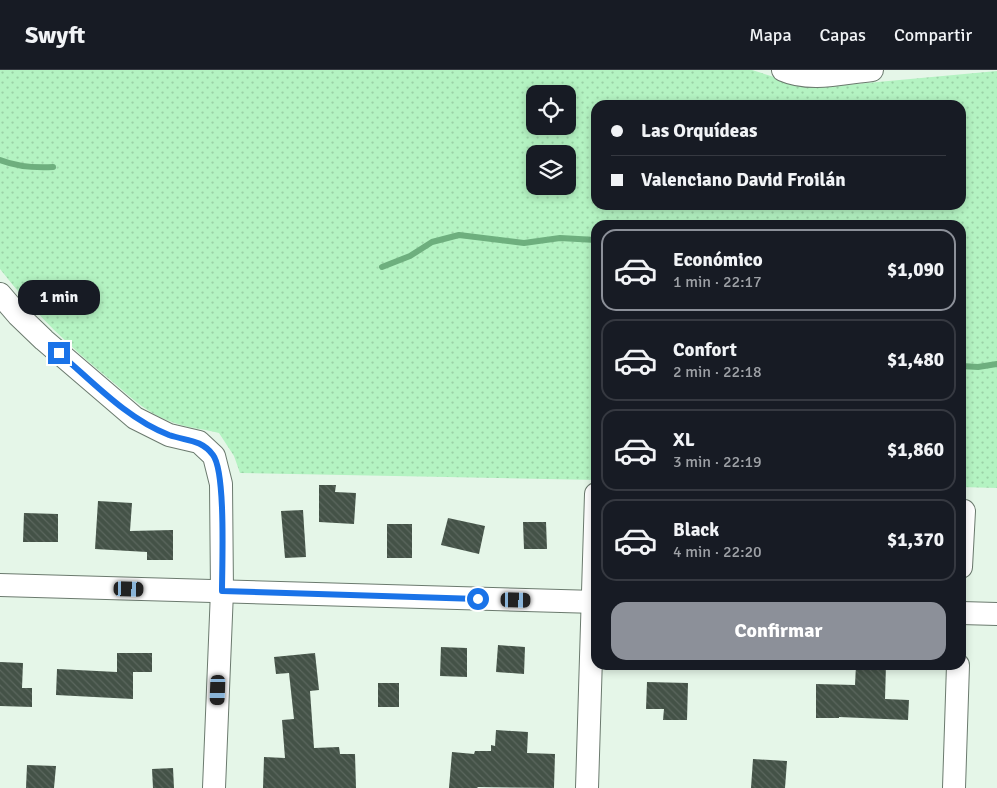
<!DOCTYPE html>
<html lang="es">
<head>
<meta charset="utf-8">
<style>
	body { margin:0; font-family:Signika,sans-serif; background:#20242c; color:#f1f3f6; height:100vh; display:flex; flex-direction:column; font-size:19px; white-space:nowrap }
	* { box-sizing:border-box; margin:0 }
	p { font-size:16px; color:#9ea1a6 }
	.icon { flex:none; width:28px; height:28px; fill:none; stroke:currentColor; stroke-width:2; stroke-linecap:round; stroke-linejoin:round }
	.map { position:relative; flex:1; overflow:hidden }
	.details { position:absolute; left:591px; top:150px; width:375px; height:450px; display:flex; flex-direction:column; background:#171b24; border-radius:15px; box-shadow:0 2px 8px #0003 }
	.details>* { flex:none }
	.top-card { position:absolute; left:591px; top:30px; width:375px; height:110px; border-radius:15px; box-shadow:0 2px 8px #0003; display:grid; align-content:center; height:110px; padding:0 20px; background:#171b24 }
	.tools { position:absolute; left:526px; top:15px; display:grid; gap:10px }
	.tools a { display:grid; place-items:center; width:50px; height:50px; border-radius:10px; background:#171b24; box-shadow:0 2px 8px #0003; font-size:25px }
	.end { position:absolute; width:22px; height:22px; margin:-11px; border:6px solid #1a73e8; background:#fff; box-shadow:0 0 0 2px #fff }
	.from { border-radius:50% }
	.bubble { position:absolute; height:35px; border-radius:15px; background:#171b24; box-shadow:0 2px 8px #0003; font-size:16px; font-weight:800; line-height:35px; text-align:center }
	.car { position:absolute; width:15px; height:30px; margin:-15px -8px; border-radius:6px; box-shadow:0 0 4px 1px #0007; background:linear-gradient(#222 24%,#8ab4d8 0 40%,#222 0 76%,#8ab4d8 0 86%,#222 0) }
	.top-card b { display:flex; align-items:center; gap:18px; height:48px; font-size:19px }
	.top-card b+b { border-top:1px solid #363941 }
	.top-card i { width:12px; height:12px; background:#f1f3f6 }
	ul { padding:9px 0 0; list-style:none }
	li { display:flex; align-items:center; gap:15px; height:82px; margin:0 10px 8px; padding:0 10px; border:2px solid #363941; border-radius:15px }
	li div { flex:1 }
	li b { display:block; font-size:19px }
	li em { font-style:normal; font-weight:800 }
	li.current { border-color:#8c9099 }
	li>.icon { width:45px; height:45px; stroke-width:1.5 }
	.button { display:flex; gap:10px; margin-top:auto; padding:10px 20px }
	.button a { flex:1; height:58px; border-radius:15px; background:#8c9099; color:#fff; font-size:20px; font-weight:800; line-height:58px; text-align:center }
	header { display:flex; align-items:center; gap:30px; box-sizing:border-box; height:70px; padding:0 25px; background:#171b24; border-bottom:1px solid #363941 }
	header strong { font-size:24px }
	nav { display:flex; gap:28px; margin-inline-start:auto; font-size:18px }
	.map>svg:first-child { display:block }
</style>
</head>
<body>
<header>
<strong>Swyft</strong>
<nav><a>Mapa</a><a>Capas</a><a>Compartir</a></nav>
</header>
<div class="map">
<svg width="997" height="718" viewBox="0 0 997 718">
	<defs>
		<pattern id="grass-dots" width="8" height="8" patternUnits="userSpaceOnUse" patternTransform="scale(1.25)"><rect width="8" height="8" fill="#b4f3c2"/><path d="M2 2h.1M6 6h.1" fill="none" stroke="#9ad0a6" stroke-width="1.8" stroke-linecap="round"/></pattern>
		<pattern id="building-back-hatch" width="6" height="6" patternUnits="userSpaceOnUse" patternTransform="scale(1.25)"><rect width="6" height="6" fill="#445247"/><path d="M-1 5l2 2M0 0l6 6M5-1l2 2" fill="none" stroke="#5b675e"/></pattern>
	</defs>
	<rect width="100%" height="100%" fill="#e5f6e8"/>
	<!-- grass -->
	<path fill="url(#grass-dots)" fill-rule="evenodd" d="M0 0H752L790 12 845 15 997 1V418L961 417V155H596V410L240 403 234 386 219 363C199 358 179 357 160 347 143 339 128 325 114 313 72 279 33 242 0 199ZM535 24H568V56H535ZM596 35H961V135H596ZM535 84H568V116H535Z"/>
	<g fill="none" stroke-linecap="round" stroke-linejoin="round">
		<!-- stream -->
		<g stroke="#6eaf7e" stroke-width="6">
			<path d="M0 90C18 97 35 98 53 97"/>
			<path d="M382 197 410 186 432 172 459 165 524 173 560 168 596 170"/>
			<path d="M961 296 978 297 997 294"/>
		</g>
	</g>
	<!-- building -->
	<g fill="url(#building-back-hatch)">
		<path d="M319 415H336L335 422 356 423 354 454 319 452Z"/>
		<path d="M98 431 132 433 130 461 173 460V490H147V482L95 479Z"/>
		<path d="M303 440 306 487 285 488 281 441Z"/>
		<path d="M24 443 58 444V472H23Z"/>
		<path d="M448 448 485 456 479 484 441 475Z"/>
		<path d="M523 452H546L547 479H524Z"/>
		<rect x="387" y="454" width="25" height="34"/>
		<path d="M498 575 525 577 524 604 496 602Z"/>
		<path d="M441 577 467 578V607L440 606Z"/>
		<path d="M117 583H152V602H133V629L56 625 57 599 117 602Z"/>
		<path d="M315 583 319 620 310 621 314 678 339 677 340 684H355L356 718H263L264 687 285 688 282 650 294 649 289 603 276 604 274 587Z"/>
		<path d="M0 592 23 593 22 618H32V637L0 636Z"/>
		<path d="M856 595H886L885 629 909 630 908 650 839 647V648H816V614L855 615Z"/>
		<path d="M647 612 688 613 687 650H663L664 639H646Z"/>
		<rect x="378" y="613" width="21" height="24"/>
		<path d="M496 660 528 662 527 683 555 684 554 718 478 717 477 718H449L452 682 474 684 475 681H491V675L495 676Z"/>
		<path d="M753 689 787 691 785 718H751Z"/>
		<path d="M27 695 56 696 54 718H26Z"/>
		<path d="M173 698 174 718H153L152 699Z"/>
	</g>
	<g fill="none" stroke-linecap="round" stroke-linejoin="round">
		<!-- minor casing -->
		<g stroke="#6b7a6e" stroke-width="24">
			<g id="minor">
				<path d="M783 0C810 12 843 3 872 0"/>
				<path d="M0 224 18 245 44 270 135 348 169 365 199 372 214 386 221 414 222 521 214 718"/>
				<path d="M961 497 964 441"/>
				<path d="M0 515 596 532"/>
				<path d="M961 543 997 544"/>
				<path d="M587 718 596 424"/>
				<path d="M954 718 958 595"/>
			</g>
		</g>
		<!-- minor -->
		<use href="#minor" stroke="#fff" stroke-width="22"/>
	</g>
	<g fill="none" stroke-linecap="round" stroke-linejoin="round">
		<!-- route -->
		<path stroke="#1a73e8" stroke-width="6" d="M59 283C93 312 127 349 169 365 186 371 201 369 213 385 226 402 222 496 222 521L478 529"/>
	</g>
</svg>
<div class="tools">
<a><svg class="icon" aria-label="locate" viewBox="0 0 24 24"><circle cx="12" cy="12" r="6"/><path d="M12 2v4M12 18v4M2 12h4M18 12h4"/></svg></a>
<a><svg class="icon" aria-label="layers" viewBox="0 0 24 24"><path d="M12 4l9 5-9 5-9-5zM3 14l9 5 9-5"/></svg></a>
</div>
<i class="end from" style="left:478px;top:529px"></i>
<i class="end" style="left:59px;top:283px"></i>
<div class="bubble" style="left:18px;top:210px;width:82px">1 min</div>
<i class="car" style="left:129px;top:519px;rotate:92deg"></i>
<i class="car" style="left:516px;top:530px;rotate:91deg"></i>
<i class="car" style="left:218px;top:620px;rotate:182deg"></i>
<div class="top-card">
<b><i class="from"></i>Las Orquídeas</b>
<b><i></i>Valenciano David Froilán</b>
</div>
<section class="details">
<ul>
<li class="current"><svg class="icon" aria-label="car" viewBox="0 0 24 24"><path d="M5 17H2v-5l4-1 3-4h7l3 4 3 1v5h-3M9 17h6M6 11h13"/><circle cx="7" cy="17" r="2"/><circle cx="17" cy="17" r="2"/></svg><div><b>Económico</b><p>1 min · 22:17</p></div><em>$1,090</em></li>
<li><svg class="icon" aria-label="car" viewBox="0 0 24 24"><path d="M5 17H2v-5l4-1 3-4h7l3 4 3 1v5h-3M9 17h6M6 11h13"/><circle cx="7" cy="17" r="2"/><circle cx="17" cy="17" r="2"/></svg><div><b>Confort</b><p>2 min · 22:18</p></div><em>$1,480</em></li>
<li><svg class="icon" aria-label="car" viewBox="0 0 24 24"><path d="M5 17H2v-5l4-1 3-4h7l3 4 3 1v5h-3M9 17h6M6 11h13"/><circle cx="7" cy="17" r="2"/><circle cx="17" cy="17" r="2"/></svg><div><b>XL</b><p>3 min · 22:19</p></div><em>$1,860</em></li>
<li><svg class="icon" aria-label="car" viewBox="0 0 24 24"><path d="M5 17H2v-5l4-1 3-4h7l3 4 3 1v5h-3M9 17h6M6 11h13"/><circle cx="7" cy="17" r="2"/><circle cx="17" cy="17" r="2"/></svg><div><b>Black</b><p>4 min · 22:20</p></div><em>$1,370</em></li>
</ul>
<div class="button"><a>Confirmar</a></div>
</section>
</div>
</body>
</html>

★ ★ ★

Work to complete.
Make an exact copy of the lines from the top of the material through the line with "position:relative; flex:1; overflow:hidden", pictures excluded.

Result.
<!DOCTYPE html>
<html lang="es">
<head>
<meta charset="utf-8">
<style>
	body { margin:0; font-family:Signika,sans-serif; background:#20242c; color:#f1f3f6; height:100vh; display:flex; flex-direction:column; font-size:19px; white-space:nowrap }
	* { box-sizing:border-box; margin:0 }
	p { font-size:16px; color:#9ea1a6 }
	.icon { flex:none; width:28px; height:28px; fill:none; stroke:currentColor; stroke-width:2; stroke-linecap:round; stroke-linejoin:round }
	.map { position:relative; flex:1; overflow:hidden }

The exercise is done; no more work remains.